Friday, July 13, 2007

Getting Multihomed - Parts 1,2

WARNING: This is going to be a long post. You probably won't make it to the end. I guess that's what happens when I go this long without having a blog.

Since moving into our colo in Tampa way back when, Star2Star has been getting blended bandwidth from our colo facility (E-Solutions). First they had three providers (Verizon/MCI/UUnet, Global Crossing, Level3). Then two (Global Crossing, Level3).

Starting in February, Global Crossing started having some big problems. Mostly packet loss in a router in Miami. Not only did it happen frequently, it was bad (%50 - %60 loss). You can imagine what that does for VoIP...
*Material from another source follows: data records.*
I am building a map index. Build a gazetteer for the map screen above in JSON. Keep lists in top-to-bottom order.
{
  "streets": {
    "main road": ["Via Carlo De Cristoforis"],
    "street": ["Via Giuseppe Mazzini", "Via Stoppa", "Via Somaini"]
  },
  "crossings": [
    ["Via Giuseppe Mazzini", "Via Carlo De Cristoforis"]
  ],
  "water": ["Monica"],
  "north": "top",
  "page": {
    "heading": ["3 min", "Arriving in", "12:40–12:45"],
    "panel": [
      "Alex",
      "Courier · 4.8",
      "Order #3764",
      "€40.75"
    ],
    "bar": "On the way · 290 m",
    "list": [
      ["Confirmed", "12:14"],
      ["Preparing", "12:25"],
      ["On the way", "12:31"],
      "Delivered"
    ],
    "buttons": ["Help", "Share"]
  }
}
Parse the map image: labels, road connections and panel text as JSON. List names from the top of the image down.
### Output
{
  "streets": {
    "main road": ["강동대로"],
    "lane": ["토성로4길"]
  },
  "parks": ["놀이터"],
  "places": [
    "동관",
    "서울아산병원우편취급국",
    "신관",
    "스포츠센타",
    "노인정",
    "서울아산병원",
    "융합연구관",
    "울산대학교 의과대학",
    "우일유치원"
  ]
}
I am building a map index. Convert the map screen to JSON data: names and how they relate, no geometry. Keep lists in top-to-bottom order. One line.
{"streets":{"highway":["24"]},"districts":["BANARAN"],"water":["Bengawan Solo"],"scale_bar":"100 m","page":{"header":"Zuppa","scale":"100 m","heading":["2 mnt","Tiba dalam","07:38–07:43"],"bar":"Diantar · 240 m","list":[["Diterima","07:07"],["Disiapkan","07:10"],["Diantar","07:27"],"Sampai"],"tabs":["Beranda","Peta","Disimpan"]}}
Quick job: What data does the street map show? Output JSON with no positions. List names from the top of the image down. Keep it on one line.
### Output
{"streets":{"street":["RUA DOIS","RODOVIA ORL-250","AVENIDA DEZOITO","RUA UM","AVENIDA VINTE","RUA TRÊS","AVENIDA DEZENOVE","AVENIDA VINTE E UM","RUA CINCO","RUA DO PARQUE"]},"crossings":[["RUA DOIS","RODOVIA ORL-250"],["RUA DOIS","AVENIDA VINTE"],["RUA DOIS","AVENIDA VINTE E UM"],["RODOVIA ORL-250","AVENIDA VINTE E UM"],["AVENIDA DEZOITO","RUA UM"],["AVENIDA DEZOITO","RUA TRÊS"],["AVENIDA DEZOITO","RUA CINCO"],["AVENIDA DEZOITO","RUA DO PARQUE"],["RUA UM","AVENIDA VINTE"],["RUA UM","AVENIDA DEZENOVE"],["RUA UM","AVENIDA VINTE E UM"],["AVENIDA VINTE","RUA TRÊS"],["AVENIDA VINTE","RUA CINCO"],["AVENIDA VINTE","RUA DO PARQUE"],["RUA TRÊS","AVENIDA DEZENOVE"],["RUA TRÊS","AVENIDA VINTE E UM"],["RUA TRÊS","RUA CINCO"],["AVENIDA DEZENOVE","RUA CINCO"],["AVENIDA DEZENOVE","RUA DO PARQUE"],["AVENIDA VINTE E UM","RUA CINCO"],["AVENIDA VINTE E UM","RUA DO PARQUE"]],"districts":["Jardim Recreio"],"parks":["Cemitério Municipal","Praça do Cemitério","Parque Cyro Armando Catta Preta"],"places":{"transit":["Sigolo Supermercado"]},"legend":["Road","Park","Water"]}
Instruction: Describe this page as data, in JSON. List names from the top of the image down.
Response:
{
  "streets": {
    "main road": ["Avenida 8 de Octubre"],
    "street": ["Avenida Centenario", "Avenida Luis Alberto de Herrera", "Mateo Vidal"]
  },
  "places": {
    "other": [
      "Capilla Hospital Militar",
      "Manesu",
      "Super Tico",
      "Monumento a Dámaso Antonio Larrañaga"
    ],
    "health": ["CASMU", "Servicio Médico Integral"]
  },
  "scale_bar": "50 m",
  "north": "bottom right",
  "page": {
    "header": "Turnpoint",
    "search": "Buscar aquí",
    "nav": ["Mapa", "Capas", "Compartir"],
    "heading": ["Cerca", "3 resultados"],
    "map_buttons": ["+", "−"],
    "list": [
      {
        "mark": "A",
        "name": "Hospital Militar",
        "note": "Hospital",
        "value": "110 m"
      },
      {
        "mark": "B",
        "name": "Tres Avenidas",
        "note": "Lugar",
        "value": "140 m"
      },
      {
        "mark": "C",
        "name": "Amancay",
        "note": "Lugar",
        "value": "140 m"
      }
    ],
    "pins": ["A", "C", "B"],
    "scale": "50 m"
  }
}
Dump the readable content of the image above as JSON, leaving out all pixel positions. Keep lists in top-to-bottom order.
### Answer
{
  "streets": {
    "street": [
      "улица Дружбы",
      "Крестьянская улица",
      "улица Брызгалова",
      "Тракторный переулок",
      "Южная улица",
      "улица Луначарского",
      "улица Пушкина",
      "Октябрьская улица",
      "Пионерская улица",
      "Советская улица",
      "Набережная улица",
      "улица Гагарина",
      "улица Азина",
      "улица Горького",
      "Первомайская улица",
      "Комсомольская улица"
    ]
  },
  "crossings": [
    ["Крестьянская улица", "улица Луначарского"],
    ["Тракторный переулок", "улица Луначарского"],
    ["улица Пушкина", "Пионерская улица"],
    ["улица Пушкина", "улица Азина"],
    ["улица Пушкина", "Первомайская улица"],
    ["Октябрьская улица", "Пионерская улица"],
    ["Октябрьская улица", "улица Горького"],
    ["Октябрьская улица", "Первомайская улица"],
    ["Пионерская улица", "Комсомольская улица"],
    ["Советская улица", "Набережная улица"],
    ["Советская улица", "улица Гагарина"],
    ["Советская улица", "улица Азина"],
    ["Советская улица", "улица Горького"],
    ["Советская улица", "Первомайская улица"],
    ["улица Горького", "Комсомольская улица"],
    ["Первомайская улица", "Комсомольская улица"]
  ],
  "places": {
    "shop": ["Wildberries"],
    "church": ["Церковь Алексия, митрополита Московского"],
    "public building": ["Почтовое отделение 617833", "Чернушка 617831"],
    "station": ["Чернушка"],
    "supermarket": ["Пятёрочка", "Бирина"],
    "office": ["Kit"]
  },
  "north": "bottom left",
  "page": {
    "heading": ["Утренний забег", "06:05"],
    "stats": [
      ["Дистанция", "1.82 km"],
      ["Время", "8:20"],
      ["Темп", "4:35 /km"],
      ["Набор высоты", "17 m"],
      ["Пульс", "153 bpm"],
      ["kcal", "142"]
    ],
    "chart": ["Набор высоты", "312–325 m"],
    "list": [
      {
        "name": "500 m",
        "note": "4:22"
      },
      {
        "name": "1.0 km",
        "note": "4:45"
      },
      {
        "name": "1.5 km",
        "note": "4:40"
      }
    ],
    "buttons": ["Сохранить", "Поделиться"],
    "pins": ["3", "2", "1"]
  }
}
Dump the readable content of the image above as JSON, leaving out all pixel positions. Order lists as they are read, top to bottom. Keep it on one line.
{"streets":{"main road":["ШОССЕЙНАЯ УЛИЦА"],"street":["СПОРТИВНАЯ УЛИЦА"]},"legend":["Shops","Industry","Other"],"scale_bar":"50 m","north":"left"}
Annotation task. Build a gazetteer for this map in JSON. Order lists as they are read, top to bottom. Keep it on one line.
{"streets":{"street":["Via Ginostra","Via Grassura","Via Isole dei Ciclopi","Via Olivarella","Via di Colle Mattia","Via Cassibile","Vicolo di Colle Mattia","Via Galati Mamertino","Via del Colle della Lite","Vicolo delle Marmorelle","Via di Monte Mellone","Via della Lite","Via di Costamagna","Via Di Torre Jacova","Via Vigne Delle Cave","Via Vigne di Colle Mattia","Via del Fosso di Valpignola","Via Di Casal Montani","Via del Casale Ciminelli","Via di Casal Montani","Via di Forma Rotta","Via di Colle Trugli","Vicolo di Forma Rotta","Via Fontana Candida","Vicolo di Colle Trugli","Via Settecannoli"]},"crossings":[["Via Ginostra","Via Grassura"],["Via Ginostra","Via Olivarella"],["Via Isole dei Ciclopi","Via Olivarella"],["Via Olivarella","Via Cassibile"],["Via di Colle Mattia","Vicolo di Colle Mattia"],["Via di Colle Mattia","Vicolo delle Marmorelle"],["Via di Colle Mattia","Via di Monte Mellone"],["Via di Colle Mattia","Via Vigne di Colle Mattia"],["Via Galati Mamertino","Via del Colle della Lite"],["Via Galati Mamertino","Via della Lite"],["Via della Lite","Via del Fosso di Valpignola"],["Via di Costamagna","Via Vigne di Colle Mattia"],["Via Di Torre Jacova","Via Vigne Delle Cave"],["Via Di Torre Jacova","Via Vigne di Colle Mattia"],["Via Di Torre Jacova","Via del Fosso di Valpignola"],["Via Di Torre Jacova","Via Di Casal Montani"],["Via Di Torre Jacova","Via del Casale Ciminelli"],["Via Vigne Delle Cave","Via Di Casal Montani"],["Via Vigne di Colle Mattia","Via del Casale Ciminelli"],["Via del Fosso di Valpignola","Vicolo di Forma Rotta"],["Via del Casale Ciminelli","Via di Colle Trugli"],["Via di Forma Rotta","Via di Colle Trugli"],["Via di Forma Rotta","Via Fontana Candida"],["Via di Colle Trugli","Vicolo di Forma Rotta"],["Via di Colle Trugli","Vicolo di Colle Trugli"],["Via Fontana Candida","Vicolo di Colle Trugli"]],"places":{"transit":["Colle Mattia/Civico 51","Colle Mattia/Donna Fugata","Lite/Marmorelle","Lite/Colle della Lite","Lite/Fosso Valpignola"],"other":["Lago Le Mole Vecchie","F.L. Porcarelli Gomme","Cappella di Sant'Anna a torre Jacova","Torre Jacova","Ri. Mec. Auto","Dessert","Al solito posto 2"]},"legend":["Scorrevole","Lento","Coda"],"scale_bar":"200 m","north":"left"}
We are obsessed with quality, so about four months ago we decided to get multihomed. Seems easy enough, right? Get the right equipment, order some circuits, do the BGP thing.

Let's start with the good equipment. We have been using the awesome Cisco Catalyst 3750 to form our redundant switch stack (two 3750G-24-TS-1U configured with STP to the colo's 4500). My buddy Anton Kapela at Five9s Data suggested them. How I love these switches:

- Good stacking (Cisco StackWise)
- Good performance (65.7mpps - that's over 65 million packets per second across the backplane)
- Good performance, with features. That's right, you can do QoS, ACLs, etc at wire speed, per port (within the limits of the TCAM, obviously).
- 24 +4 port density in 1U (24 GigE copper + four GBIC slots)
- More router-type functionality (with EMI software image - gives BGP, etc)

So with a little configuration I should be able to use one of these (right now I just grabbed a spare) to form our BGP capable router to aggregate all of these circuits. Remember those great services I talked about before? Remember the tcam? Turns out that it can only handle about 8,000 unicast routes before it starts to drop into software forwarding/otherwise start to act up. Not that big of a surprise, with the current full BGP table on the internet pushing 225K+ routes the 128MB of RAM in the 3750 wouldn't have done much good anyways. With our configuration (providers directly connected, aggregated routes only) 8000 unicast routes should be just fine. Sure we lose some end to end visibility, but it's still better than what we've got now.

It might not be the perfect equipment (it's no VXR, that's for sure) but it should get us started. Now I have to order some circuits...

We take a look at the customers we have now, the providers they have, the big providers in the area, all of that good stuff. We determine we would like to get (in no order):

- Cogent
- Verizon
- Time Warner

Cogent! Yes, I know, Cogent. Cogent sticks out on that list. Let's start with them.

Dealing with the sales guy was great. Very responsive. The price (I'm sure you know) was tough to beat. Even better than price, there was another perk...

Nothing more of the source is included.